### [WORK ITEM]
Set down word for word each line from the start of the listing through the line that contains "width:54px; height:54px; display:grid;", both included.

### [MATERIAL SHOWN]

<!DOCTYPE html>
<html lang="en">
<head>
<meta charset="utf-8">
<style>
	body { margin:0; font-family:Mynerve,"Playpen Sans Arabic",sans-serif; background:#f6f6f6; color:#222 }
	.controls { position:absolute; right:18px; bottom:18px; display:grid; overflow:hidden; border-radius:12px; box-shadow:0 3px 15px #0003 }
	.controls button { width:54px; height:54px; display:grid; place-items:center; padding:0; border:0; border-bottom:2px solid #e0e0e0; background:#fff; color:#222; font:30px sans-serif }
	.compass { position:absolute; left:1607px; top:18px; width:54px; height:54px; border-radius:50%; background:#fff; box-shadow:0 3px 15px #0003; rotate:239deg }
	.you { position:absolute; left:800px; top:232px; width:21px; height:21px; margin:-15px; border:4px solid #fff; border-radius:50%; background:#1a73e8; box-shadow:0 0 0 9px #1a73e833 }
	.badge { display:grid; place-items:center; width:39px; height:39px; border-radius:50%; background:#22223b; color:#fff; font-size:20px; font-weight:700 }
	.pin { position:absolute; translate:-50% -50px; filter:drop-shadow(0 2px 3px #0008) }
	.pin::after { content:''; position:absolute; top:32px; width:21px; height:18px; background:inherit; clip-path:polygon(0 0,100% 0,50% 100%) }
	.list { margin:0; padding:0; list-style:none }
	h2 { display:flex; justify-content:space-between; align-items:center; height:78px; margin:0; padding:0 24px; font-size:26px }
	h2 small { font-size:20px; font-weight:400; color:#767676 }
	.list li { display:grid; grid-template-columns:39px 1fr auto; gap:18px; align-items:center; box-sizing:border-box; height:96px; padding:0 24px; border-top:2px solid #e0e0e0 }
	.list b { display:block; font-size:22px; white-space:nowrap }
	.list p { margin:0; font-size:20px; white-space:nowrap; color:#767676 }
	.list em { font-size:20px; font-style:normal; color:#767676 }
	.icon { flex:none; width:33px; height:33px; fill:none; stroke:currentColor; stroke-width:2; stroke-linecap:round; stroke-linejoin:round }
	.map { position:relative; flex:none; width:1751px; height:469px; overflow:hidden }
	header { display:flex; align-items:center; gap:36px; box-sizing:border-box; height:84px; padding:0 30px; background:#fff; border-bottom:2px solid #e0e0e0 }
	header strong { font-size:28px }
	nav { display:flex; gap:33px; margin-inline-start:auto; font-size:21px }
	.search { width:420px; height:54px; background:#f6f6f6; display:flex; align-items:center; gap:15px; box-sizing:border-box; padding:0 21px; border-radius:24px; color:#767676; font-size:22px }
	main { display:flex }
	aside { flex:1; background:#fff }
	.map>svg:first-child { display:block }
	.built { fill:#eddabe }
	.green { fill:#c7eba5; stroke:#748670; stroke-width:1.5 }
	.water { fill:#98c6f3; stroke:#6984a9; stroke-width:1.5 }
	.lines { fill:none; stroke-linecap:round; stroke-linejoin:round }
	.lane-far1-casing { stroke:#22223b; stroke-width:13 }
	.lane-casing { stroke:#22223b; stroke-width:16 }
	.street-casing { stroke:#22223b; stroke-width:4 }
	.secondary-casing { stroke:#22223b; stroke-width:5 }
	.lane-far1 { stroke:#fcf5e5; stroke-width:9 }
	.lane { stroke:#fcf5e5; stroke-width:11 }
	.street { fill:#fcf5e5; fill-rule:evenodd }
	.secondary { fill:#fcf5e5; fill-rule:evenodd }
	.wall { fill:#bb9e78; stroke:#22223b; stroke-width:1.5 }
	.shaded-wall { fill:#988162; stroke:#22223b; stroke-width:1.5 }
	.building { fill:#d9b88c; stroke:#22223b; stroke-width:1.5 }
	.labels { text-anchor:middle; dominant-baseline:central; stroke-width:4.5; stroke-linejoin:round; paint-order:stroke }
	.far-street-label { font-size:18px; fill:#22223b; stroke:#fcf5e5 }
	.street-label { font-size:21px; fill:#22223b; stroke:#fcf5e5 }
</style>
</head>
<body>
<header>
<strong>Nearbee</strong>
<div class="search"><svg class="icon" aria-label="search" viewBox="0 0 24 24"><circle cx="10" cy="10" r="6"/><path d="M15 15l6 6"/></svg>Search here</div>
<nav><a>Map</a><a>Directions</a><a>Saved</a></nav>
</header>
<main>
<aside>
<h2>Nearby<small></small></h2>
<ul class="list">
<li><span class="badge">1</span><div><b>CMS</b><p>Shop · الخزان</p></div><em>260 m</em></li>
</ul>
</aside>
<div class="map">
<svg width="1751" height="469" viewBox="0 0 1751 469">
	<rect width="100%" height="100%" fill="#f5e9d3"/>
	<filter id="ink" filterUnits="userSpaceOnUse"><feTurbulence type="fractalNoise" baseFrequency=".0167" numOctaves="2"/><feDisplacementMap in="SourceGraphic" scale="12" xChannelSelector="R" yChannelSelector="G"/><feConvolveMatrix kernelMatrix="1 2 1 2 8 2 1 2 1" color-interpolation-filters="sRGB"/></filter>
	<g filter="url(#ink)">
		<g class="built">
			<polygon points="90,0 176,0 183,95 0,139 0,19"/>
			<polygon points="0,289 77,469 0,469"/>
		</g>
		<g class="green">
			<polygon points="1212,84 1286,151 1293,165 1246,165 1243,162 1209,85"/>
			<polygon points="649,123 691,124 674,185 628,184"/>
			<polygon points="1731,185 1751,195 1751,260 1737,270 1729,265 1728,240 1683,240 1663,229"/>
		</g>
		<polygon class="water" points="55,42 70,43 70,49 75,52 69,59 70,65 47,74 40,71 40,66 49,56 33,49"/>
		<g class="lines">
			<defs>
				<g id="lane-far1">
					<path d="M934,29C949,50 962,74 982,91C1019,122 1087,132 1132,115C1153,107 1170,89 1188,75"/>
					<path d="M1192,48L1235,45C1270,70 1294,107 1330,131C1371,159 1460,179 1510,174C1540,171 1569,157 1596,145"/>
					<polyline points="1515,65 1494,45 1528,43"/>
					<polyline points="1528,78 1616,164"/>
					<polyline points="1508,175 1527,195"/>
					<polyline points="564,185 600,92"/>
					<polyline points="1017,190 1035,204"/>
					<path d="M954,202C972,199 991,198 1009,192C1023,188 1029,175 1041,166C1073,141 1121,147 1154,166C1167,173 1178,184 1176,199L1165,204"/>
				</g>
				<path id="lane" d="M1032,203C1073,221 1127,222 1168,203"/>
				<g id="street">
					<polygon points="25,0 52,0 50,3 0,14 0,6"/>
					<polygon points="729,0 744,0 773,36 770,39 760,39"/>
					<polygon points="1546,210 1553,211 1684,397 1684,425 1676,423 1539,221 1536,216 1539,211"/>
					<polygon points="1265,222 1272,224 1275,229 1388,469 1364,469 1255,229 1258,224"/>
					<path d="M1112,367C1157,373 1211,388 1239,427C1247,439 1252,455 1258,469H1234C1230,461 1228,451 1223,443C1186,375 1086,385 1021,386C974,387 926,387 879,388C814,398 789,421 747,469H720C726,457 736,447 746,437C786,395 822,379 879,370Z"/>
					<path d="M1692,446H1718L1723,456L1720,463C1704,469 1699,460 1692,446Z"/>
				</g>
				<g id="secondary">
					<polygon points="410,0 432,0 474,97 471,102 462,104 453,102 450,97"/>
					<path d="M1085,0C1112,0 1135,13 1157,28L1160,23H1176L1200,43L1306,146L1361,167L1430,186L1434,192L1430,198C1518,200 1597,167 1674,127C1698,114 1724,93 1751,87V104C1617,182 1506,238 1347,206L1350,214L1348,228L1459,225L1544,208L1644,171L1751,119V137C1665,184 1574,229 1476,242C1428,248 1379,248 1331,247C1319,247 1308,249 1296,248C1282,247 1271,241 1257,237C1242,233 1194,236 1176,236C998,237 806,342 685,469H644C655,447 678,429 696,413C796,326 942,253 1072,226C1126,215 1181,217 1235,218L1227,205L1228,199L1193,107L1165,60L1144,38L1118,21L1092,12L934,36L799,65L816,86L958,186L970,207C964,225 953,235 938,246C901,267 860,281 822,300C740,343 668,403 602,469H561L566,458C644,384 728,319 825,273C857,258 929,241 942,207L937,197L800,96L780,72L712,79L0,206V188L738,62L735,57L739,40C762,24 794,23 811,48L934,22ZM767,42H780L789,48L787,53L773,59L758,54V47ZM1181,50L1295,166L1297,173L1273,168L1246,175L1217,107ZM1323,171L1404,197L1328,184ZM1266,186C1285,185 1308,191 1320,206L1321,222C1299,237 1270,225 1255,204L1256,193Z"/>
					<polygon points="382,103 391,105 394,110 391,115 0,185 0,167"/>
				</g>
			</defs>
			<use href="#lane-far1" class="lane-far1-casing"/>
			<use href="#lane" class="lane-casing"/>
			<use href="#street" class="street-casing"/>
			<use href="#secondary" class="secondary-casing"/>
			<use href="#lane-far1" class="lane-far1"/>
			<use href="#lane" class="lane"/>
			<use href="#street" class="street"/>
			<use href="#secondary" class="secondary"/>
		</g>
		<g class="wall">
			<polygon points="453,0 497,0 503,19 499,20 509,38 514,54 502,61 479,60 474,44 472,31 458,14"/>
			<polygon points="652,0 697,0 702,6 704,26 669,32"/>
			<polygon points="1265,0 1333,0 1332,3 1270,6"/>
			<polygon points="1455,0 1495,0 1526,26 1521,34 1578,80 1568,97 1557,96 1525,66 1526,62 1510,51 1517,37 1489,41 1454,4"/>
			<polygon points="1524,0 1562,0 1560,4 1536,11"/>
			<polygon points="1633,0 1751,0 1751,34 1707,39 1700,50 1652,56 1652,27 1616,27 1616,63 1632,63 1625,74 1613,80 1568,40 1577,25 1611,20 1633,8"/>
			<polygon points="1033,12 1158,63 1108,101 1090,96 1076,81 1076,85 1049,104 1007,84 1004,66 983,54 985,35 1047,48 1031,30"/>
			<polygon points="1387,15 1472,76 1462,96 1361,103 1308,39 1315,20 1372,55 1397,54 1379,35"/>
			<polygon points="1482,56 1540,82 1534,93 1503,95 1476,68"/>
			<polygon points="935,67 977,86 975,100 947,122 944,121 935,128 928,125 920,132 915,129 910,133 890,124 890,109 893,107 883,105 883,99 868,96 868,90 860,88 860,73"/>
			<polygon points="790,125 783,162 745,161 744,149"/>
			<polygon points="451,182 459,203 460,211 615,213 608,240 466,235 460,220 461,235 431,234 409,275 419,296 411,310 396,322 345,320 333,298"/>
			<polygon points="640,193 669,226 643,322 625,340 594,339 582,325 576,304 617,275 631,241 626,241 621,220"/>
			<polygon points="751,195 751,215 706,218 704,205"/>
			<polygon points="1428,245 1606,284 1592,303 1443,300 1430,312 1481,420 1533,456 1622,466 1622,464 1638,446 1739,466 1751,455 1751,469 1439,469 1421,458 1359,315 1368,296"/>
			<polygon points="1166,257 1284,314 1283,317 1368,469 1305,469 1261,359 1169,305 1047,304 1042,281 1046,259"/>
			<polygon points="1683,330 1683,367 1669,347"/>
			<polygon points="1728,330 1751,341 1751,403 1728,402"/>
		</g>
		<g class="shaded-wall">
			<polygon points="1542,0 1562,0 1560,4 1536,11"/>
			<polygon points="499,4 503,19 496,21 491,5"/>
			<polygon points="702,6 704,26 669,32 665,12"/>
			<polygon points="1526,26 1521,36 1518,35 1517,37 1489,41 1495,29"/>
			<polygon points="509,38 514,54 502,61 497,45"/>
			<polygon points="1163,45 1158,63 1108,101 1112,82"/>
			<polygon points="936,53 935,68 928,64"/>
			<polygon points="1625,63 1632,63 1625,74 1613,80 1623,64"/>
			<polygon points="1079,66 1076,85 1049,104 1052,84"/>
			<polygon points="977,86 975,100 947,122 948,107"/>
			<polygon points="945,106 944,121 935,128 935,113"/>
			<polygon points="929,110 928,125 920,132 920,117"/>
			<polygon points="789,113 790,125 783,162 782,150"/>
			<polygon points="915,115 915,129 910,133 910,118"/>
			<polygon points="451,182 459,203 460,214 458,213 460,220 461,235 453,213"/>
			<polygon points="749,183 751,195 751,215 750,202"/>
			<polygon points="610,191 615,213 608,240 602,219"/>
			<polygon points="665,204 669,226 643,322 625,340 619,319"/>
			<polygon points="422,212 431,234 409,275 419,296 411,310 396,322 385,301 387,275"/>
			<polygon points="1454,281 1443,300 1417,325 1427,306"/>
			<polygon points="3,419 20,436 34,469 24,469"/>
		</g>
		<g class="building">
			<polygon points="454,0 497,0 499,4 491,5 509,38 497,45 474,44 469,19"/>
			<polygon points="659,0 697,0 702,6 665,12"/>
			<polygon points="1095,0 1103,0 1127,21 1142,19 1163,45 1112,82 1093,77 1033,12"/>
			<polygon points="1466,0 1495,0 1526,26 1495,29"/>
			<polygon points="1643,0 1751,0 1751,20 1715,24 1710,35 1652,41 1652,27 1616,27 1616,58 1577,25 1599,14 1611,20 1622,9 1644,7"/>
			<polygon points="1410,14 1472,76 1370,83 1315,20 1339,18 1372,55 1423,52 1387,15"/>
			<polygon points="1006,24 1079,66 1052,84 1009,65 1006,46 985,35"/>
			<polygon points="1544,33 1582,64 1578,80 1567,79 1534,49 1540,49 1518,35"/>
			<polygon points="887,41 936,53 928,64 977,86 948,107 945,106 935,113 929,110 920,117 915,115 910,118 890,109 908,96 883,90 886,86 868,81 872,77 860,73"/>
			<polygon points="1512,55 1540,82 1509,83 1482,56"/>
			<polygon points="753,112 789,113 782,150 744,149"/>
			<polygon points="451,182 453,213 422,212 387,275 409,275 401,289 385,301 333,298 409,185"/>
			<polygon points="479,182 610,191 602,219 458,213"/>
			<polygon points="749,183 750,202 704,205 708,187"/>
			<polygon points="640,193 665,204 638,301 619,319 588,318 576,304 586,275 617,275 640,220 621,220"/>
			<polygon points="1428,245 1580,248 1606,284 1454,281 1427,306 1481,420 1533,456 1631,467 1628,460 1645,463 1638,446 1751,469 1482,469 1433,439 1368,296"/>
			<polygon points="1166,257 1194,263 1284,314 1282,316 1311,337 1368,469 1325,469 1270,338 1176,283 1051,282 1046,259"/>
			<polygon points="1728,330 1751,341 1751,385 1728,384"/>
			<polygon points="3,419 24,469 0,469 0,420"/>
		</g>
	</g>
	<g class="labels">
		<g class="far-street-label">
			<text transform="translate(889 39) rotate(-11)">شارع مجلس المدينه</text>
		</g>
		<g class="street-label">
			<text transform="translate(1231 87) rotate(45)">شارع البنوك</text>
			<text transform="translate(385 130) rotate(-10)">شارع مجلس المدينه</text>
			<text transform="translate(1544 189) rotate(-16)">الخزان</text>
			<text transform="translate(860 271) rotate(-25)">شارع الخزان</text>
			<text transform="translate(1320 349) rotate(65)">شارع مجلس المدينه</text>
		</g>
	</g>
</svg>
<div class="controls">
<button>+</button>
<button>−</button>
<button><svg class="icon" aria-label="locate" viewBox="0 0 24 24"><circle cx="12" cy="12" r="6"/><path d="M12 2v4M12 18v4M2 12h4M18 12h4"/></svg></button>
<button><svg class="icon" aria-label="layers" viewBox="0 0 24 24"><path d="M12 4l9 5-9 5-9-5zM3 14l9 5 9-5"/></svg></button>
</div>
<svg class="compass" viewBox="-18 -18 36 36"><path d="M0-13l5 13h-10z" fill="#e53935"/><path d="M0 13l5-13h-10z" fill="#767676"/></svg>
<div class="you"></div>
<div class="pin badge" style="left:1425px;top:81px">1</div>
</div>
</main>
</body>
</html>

### [OUTPUT OF THE EXERCISE]
<!DOCTYPE html>
<html lang="en">
<head>
<meta charset="utf-8">
<style>
	body { margin:0; font-family:Mynerve,"Playpen Sans Arabic",sans-serif; background:#f6f6f6; color:#222 }
	.controls { position:absolute; right:18px; bottom:18px; display:grid; overflow:hidden; border-radius:12px; box-shadow:0 3px 15px #0003 }
	.controls button { width:54px; height:54px; display:grid; place-items:center; padding:0; border:0; border-bottom:2px solid #e0e0e0; background:#fff; color:#222; font:30px sans-serif }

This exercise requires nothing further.